Task objective. After counting the lines below that hold the word "Keep", reply with the count and nothing else.

Records from a dataset
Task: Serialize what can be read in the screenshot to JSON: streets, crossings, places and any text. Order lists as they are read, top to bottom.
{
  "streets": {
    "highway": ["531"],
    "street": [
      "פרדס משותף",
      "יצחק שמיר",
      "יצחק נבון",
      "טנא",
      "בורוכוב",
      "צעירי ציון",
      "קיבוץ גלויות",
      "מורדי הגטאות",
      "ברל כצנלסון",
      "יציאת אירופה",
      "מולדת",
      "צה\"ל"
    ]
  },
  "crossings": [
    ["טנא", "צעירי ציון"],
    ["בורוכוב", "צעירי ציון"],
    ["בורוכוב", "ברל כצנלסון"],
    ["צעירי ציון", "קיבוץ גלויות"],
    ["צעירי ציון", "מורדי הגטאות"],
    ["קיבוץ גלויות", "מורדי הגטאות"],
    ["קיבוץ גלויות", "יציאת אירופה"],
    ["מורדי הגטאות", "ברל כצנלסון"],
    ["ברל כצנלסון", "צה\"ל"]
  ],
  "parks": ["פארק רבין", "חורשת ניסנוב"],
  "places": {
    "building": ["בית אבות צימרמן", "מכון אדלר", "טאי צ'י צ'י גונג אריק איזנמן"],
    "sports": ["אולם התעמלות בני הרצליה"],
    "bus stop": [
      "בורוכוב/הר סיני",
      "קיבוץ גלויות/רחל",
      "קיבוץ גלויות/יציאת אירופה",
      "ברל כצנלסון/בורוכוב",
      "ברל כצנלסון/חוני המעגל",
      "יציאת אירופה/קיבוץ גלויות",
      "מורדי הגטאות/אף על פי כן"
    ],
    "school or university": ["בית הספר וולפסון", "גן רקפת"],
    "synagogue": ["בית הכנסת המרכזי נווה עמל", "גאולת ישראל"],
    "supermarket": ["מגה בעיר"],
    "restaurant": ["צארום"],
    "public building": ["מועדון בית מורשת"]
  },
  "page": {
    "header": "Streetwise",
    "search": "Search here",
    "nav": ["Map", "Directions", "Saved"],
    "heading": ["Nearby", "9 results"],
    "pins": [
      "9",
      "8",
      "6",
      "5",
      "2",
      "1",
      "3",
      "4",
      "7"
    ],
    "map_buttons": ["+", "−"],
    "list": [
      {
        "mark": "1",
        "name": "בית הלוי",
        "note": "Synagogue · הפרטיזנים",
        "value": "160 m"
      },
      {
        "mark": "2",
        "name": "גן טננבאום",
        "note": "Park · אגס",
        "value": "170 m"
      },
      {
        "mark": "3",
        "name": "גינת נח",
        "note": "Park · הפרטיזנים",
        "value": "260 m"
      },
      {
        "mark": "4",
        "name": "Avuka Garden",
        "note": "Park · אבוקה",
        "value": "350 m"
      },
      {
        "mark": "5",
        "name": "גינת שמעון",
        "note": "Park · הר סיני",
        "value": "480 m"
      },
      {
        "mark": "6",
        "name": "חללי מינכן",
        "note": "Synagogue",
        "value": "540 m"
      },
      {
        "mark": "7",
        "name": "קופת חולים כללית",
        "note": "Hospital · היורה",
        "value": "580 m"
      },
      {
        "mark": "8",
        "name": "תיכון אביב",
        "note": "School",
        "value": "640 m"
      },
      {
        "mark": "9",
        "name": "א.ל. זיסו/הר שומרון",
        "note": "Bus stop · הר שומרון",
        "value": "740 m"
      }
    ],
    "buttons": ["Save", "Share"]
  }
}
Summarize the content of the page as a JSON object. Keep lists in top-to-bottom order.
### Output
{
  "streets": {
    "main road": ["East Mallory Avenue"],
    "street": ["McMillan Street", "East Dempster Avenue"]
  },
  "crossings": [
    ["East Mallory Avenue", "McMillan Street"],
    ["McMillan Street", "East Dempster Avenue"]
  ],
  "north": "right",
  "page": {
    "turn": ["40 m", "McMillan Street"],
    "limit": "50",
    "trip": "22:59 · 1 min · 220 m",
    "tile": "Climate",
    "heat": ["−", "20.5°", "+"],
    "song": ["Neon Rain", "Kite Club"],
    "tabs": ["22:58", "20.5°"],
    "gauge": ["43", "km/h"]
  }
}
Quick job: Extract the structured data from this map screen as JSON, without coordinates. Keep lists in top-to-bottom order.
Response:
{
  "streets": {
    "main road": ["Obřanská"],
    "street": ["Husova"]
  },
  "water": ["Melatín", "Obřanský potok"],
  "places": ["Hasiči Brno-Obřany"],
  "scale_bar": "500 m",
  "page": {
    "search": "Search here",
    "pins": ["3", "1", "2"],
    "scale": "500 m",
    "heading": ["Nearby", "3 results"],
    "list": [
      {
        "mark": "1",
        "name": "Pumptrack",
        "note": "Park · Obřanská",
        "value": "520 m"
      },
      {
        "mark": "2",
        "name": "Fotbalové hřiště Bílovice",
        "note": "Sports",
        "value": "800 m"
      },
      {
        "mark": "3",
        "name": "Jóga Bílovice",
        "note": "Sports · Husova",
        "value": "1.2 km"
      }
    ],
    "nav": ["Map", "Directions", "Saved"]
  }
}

Problem solution. 2